One of the most important lessons from EU-ETS is that a cap-and-trade system can ensure credible and binding emissions reductions. The gradual yearly reduction of allowances is a key element in delivering its promised contribution to long-run deep decarbonization within EU ETS. This is a significant advantage over other policy instruments like carbon taxes.
The economic and sovereign debt crisis in Europe had a significant impact on EU-ETS. Emissions dropped due to reduced production of cement, smelting of ore, refining of oil, and power generation. This led to a drastic reduction in demand for emission allowances. However, supply remained unchanged as auctioned volumes were set in advance and companies received their predetermined free allocations regardless of production. To address this issue, several steps were taken, including backloading of auctions, increasing emission reduction targets, retiring of allowances, expanding the scope, limiting international imports, and introducing a strategic reserve for price management.
The price range of allowances under EU-ETS has been fluctuating over the years. In Phase-1, the price was in the range of 25-30 euros per allowance, but oversupply led to a fall in prices. In Phase-2, banking was allowed, which stabilized prices in the 20-25-euro range. However, the economic recession impacted demand. In Phase-3, there was an oversupply of allowances in the market, leading to a decline in prices. However, in the last three years, the price has been on the rise and has reached 54 euros due to the stringent allowance reductions planned for the 2021-2030 period.
EU ETS has been an important cross-cutting tool for pricing carbon from the use of fossil fuels within the EU. Its carbon price “base” covers most emissions within the electricity sector and energy-intensive industry.

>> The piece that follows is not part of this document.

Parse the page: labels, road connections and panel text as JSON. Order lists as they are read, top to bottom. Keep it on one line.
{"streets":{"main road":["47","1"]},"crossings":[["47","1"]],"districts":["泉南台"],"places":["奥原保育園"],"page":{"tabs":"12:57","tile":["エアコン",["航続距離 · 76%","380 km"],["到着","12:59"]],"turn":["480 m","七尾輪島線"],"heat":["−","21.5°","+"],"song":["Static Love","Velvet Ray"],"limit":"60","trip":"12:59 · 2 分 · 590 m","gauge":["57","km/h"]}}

The system has been instrumental in promoting a low-carbon economy in Europe and has helped the EU meet its emissions reduction targets.
In conclusion, EU-ETS is a vital tool in the fight against climate change. The system’s learnings over the years have been invaluable in refining and improving the system to make it more effective. As the world transitions to a low-carbon economy, the EU-ETS will continue to play a crucial role in promoting carbon pricing and reducing emissions.